◆ **Action item**:
Look through the records below, count the lines with the word "headline", and reply with only the number.

Provided data: Begin

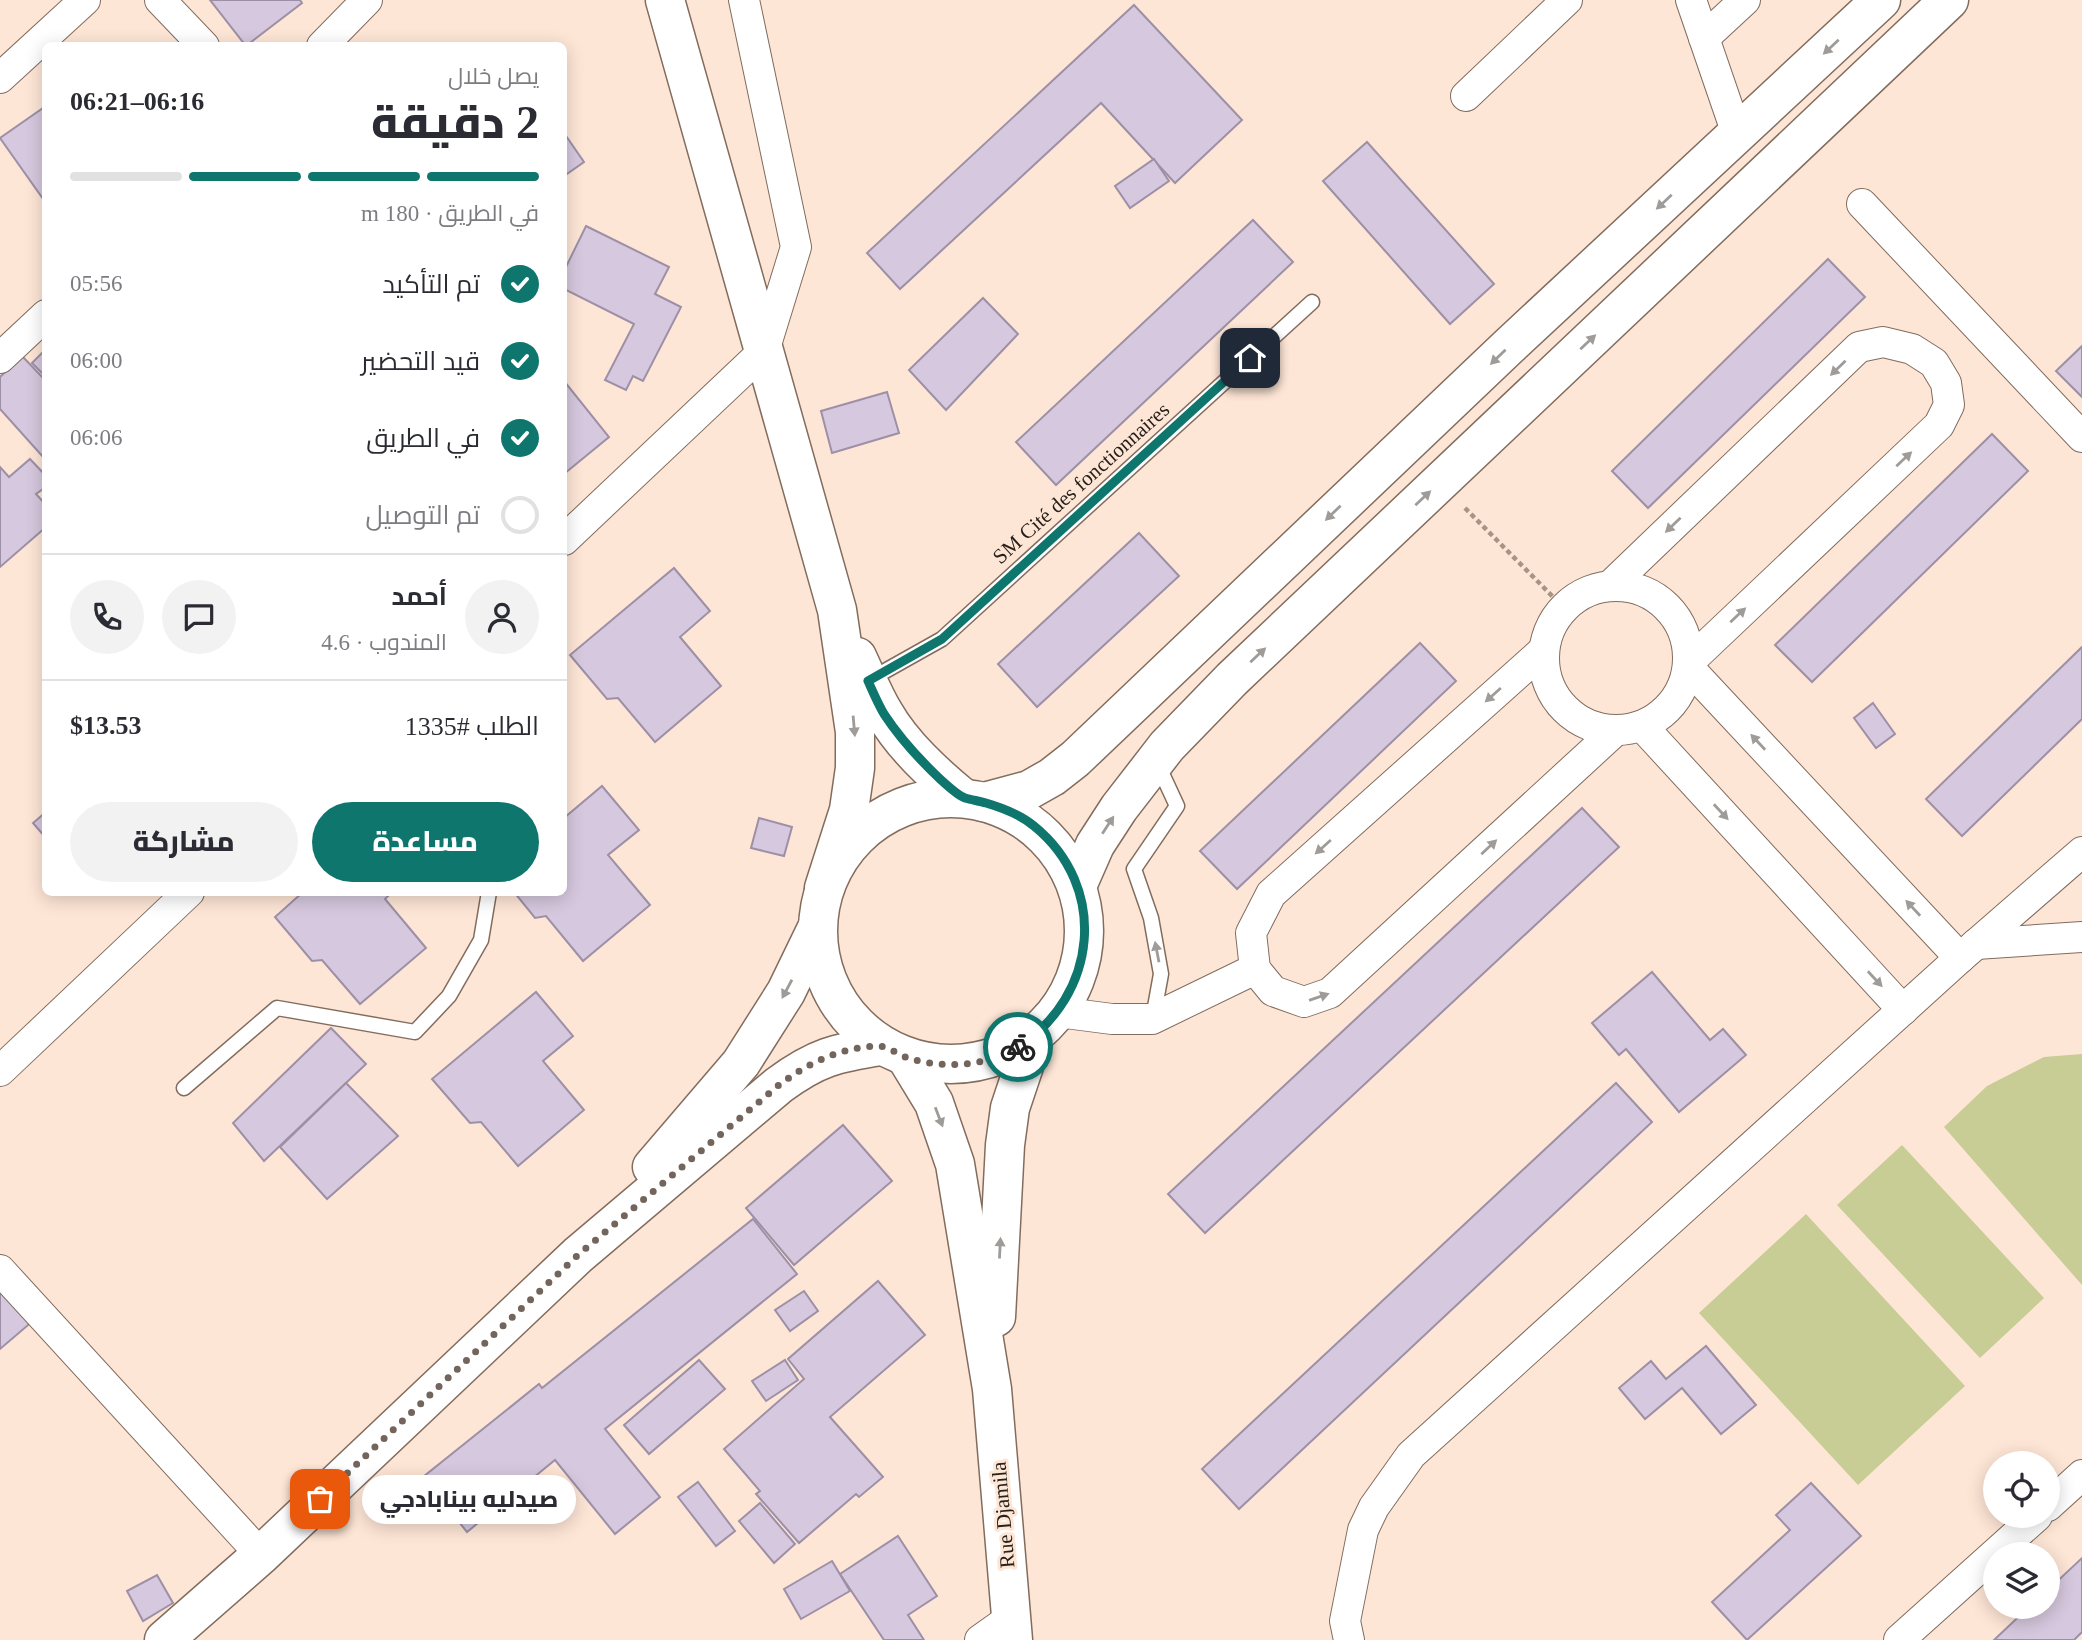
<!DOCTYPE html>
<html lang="ar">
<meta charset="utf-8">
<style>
body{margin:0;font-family:"Times New Roman",Cairo,serif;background:#f2f2f3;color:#2b2b33;direction:rtl;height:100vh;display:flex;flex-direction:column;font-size:26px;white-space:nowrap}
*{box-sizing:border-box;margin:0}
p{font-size:23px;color:#7c7c81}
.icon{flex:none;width:38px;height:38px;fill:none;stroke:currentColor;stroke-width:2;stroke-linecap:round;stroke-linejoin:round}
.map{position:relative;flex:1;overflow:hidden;direction:ltr}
.panel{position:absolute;left:42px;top:42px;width:525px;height:854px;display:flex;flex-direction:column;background:#fff;border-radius:10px;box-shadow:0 4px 18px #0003;direction:rtl}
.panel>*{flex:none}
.buttons{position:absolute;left:1983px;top:1451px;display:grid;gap:14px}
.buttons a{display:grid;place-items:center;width:77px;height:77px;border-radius:50%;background:#fff;box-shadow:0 4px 18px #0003;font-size:35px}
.pin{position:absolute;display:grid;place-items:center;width:60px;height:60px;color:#fff;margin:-30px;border-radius:14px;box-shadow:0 4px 10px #0006}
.courier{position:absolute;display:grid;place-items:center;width:70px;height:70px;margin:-35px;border:5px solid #0f766e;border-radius:50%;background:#fff;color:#222;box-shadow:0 2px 9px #0007}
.bubble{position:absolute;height:49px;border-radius:24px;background:#fff;box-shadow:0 4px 18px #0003;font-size:23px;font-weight:800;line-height:49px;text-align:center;direction:rtl}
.headline em{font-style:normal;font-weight:800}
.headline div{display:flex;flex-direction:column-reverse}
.headline{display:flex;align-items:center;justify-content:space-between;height:119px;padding:0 28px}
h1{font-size:46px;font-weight:800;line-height:52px}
.bar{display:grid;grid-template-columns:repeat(4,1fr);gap:10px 7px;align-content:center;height:84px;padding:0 28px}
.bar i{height:9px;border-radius:5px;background:#e1e1e2}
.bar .selected{background:#0f766e}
.bar p{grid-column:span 4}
.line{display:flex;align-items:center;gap:18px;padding:0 28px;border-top:2px solid #e1e1e2}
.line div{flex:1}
.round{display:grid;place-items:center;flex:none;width:74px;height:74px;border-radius:37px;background:#f2f2f3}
ol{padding:0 28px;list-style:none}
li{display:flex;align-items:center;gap:21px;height:77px}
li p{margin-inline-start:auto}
li .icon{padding:7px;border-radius:50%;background:#0f766e;color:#fff;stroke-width:4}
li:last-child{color:#7c7c81}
li i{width:38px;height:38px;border:4px solid #e1e1e2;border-radius:50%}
.action{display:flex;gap:14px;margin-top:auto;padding:14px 28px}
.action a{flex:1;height:80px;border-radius:42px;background:#0f766e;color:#fff;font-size:28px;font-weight:800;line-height:80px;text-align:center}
.action a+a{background:#f2f2f3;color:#2b2b33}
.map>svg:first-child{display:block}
</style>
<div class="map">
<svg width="2082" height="1640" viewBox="0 0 2082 1640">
<rect width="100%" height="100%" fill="#fee6d6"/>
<g fill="#c7cd94">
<path d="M 2082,1054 L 2082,1285 L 1944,1127 L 1987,1086 L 2044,1057 Z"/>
<path d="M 1902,1145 L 2044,1298 L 1980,1358 L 1837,1205 Z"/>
<path d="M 1806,1214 L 1965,1386 L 1858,1485 L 1699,1313 Z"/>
</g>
<g fill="#d6c8de" stroke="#9d90a6" stroke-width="2">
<path d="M 210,0 L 300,0 L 302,3 L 246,46 Z"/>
<path d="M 1134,5 L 1242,120 L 1175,183 L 1101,103 L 900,289 L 867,253 Z"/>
<path d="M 46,106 L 46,203 L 0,138 Z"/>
<path d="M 564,133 L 584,162 L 564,176 Z"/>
<path d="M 1367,142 L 1494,284 L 1450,324 L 1323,181 Z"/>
<path d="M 1154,159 L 1169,181 L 1130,208 L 1115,186 Z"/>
<path d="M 1253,220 L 1293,262 L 1056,485 L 1016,442 Z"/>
<path d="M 586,226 L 669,267 L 655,294 L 681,307 L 643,381 L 633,376 L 626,390 L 605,380 L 634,324 L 564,289 L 564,271 Z"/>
<path d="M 1828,259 L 1865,297 L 1648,508 L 1612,471 Z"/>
<path d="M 983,298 L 1018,334 L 946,410 L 909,370 Z"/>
<path d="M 2082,346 L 2082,397 L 2056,371 Z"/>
<path d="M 46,349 L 46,377 L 32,363 Z"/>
<path d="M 22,356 L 46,381 L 46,456 L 44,458 L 0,409 L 0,377 Z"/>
<path d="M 564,381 L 609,437 L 564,474 Z"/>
<path d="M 887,392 L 899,433 L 832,453 L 821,411 Z"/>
<path d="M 1992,434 L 2028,471 L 1812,682 L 1775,645 Z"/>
<path d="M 30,459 L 46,476 L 46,487 L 36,494 L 46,505 L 46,527 L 0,567 L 0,467 L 9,477 Z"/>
<path d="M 1139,533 L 1179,576 L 1037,707 L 998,664 Z"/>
<path d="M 674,568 L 710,611 L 680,637 L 721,686 L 655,742 L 618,698 L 607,699 L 570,655 Z"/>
<path d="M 1420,643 L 1456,681 L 1237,889 L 1200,851 Z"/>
<path d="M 2082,647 L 2082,719 L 1962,836 L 1926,799 Z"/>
<path d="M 1873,703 L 1895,734 L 1876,748 L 1854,718 Z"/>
<path d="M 602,786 L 639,830 L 608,855 L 650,905 L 583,961 L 546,916 L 535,918 L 514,892 L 564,892 L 564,818 Z"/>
<path d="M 1582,808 L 1619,847 L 1205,1233 L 1168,1194 Z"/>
<path d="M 46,812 L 46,838 L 33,823 Z"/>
<path d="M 759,818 L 792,827 L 784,856 L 751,848 Z"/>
<path d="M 303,892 L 392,892 L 385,899 L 426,948 L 360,1004 L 322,960 L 312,961 L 275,917 Z"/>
<path d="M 1652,972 L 1710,1040 L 1723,1029 L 1746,1055 L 1679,1112 L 1626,1049 L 1619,1055 L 1592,1023 Z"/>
<path d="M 536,992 L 573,1036 L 543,1061 L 584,1110 L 518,1166 L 481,1122 L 470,1123 L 432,1079 Z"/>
<path d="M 331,1028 L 366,1064 L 264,1161 L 233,1123 Z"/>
<path d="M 346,1083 L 398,1136 L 327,1199 L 280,1147 Z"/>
<path d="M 1616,1083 L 1652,1122 L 1239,1509 L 1202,1469 Z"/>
<path d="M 843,1125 L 892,1181 L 794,1265 L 746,1208 Z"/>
<path d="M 753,1219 L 797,1274 L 605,1429 L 660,1497 L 615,1534 L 555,1460 L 467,1532 L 423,1477 L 539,1384 L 542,1388 Z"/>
<path d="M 878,1281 L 925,1335 L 830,1417 L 883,1477 L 859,1497 L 856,1494 L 799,1543 L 756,1494 L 760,1491 L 724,1449 L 804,1379 L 788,1359 Z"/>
<path d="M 0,1285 L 34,1320 L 0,1349 Z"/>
<path d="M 804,1291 L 818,1311 L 790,1331 L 775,1310 Z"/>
<path d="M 1706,1346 L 1756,1405 L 1721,1434 L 1682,1388 L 1645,1419 L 1619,1388 L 1651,1361 L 1666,1379 Z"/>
<path d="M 699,1360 L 725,1389 L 649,1454 L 624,1425 Z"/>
<path d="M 785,1360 L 798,1380 L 766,1401 L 752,1381 Z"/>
<path d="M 698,1482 L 735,1531 L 716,1546 L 678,1497 Z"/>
<path d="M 1811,1483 L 1861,1536 L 1747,1640 L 1712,1602 L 1790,1530 L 1776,1515 Z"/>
<path d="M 760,1503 L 795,1544 L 774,1563 L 739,1521 Z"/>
<path d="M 898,1536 L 937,1596 L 908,1615 L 924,1640 L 884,1640 L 840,1574 Z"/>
<path d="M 2082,1558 L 2082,1632 L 2074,1640 L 1994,1640 L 2030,1606 L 2048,1606 L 2048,1590 Z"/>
<path d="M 832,1561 L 850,1591 L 801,1619 L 784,1589 Z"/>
<path d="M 157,1575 L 173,1603 L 143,1621 L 127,1591 Z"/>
</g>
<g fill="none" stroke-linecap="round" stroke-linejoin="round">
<defs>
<g id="lane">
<path d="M 869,680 L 942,639 L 1312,302"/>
<path d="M 1153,1018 L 1161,974 L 1151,918 L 1134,869 L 1177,806 L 1158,765"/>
<path d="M 184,1088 L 277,1008 L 415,1032 L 449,996 L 481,940 L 489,892"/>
</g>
<g id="street">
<path d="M 160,0 L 204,46"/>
<path d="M 1691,0 L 1737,134"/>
<path d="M 1704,38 L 1745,0"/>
<path d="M 322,46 L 367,0"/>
<path d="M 0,78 L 85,0"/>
<path d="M 1466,96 L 1567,0"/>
<path d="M 1862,204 L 2082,437"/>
<path d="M 0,358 L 46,315"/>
<path d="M 564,540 L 764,351 L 796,247 L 744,0"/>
<circle cx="1616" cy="658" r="72"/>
<path d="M 1610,586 L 1859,347 L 1883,342 L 1912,349 L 1934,363 L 1946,383 L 1949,405 L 1939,425 L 1689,662"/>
<path d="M 1544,650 L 1271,894 L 1251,933 L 1255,969 L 1273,991 L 1304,1002 L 1330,993 L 1615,731"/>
<path d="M 1688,667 L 1960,958"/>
<path d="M 1642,726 L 1903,1010"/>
<path d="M 1976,944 L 2082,937"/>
<path d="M 1058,1012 L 1112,1019 L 1152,1019 L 1255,969"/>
<path d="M 0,1071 L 189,892"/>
<path d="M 0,1270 L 261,1555"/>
<path d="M 2048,1506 L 2082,1475"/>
<path d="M 980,1640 L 1011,1618"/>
<path d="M 1349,1640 L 1345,1621 L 1363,1530 L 1374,1507 L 1411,1455 L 1960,958 L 2082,852"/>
<path d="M 1899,1640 L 2037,1516"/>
</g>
<g id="secondary">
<path d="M 665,0 L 837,610 L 855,732 L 855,768 L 849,810 L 824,888"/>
<path d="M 857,657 C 866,676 873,695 884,713 C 903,746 934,774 963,798"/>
<circle cx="951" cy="931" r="133"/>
<path d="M 906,1057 L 934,1103 L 955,1164 L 992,1389 L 1013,1640"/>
<path d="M 996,1317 L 1005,1145 L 1010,1108 L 1034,1036"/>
</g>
<g id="primary">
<path d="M 652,1167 L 741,1063 L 786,992 L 817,928"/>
<path d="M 164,1640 L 261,1555 L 578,1255 L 779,1085 C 817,1057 836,1053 881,1046"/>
</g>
<g id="highway">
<path d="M 984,802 L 1029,790 L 1052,777 L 1075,759 L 1508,347 L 1881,0"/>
<path d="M 1077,886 L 1095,845 L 1119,808 L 1167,746 L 1232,679 L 1949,0"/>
</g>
</defs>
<use href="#lane" stroke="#826c5e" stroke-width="17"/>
<use href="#street" stroke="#826c5e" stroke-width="32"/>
<use href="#secondary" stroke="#826c5e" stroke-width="41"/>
<use href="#primary" stroke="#826c5e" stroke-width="41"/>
<use href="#highway" stroke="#826c5e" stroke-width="41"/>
<path stroke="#a59488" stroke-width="4.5" stroke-dasharray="5 3.5" stroke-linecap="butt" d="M 1465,508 L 1564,608"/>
<use href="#lane" stroke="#fff" stroke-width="14"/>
<use href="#street" stroke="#fff" stroke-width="30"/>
<use href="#secondary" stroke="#fff" stroke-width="38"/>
<use href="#primary" stroke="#fff" stroke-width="38"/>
<use href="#highway" stroke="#fff" stroke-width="38"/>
</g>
<defs><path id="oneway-solid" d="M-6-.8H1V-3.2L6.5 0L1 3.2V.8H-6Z" transform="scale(1.75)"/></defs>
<g fill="#9e9b98">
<use href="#oneway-solid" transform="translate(1831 47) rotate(137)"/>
<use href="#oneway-solid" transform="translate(1664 202) rotate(137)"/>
<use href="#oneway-solid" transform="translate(1588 342) rotate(-43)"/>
<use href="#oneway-solid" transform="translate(1498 357) rotate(136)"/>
<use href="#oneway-solid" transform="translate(1838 368) rotate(136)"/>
<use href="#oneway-solid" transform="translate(1904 459) rotate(-43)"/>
<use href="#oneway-solid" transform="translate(1423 498) rotate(-43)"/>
<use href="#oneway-solid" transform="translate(1333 513) rotate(136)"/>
<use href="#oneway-solid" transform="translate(1673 525) rotate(136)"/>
<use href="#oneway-solid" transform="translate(1738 615) rotate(-43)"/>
<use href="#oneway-solid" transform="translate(1258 655) rotate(-43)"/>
<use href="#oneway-solid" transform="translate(1493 695) rotate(138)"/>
<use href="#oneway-solid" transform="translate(854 726) rotate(85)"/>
<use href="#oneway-solid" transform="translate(1758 742) rotate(-133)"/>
<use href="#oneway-solid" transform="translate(1721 812) rotate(47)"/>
<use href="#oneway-solid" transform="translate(1108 825) rotate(-57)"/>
<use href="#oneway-solid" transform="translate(1323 847) rotate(138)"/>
<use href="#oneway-solid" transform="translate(1489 847) rotate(-43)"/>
<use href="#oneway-solid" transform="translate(1913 908) rotate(-133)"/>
<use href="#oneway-solid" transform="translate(1157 952) rotate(-101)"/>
<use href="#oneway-solid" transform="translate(1875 979) rotate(47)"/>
<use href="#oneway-solid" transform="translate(787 989) rotate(118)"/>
<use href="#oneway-solid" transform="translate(1319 997) rotate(-19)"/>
<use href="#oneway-solid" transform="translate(939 1117) rotate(69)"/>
<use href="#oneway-solid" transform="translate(1000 1248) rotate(-87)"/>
</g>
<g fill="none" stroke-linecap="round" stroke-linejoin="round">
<path stroke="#73655c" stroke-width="7" stroke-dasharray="0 12.6" d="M 320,1499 L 578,1255 L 779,1085 C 808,1063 841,1047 878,1046 C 888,1046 898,1055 908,1058 C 944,1069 985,1067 1018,1047"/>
<path stroke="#0f766e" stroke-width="9" d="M 1018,1047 C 1098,996 1109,887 1034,826 C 1020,814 1003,808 986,803 C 979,801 972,800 965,798 C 957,795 947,785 940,779 C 920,760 899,737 884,714 C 878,704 873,692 868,681 L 942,639 L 1250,358"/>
</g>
<g text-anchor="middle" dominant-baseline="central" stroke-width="6" stroke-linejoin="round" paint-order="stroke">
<g font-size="21" fill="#28201a" stroke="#fee6d6">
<text transform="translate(1081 483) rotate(-42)">SM Cité des fonctionnaires</text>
<text transform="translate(1003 1515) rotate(-95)">Rue Djamila</text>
</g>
</g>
</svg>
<div class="buttons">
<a><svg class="icon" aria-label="locate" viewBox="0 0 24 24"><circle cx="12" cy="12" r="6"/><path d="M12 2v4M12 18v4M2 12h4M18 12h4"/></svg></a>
<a><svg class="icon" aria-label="layers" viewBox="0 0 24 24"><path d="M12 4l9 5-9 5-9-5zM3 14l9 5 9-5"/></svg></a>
</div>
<div class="pin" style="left:320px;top:1499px;background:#ea580c"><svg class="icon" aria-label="bag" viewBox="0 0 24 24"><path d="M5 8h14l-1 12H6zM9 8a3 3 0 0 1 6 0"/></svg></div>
<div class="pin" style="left:1250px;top:358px;background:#1f2937"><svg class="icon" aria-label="home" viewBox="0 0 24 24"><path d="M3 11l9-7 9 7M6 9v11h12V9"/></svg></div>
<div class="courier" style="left:1018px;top:1047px"><svg class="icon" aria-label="bike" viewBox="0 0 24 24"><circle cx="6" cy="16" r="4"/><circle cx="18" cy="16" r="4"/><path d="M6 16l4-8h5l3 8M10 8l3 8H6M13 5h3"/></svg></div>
<div class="bubble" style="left:362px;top:1475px;width:214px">صيدليه بينابادجي</div>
<section class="panel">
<div class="headline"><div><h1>2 دقيقة</h1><p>يصل خلال</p></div><em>06:16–06:21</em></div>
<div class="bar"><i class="selected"></i><i class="selected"></i><i class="selected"></i><i></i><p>في الطريق · 180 m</p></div>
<ol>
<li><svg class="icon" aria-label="check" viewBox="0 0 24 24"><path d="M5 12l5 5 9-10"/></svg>تم التأكيد<p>05:56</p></li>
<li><svg class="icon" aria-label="check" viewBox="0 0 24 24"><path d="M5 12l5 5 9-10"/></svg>قيد التحضير<p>06:00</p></li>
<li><svg class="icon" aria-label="check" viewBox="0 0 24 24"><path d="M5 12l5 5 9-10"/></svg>في الطريق<p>06:06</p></li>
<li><i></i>تم التوصيل</li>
</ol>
<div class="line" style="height:126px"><a class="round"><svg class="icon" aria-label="person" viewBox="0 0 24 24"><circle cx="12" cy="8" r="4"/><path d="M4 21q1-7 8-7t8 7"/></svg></a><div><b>أحمد</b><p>المندوب · 4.6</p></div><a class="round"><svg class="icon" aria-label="chat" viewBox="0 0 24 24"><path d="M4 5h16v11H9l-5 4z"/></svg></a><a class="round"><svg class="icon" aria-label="phone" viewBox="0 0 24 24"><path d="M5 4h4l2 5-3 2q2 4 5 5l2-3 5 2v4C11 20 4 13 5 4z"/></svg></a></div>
<div class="line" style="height:91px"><div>الطلب #1335</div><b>$13.53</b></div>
<div class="action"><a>مساعدة</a><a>مشاركة</a></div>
</section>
</div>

Provided data: End

◆ **Completed exercise**:
4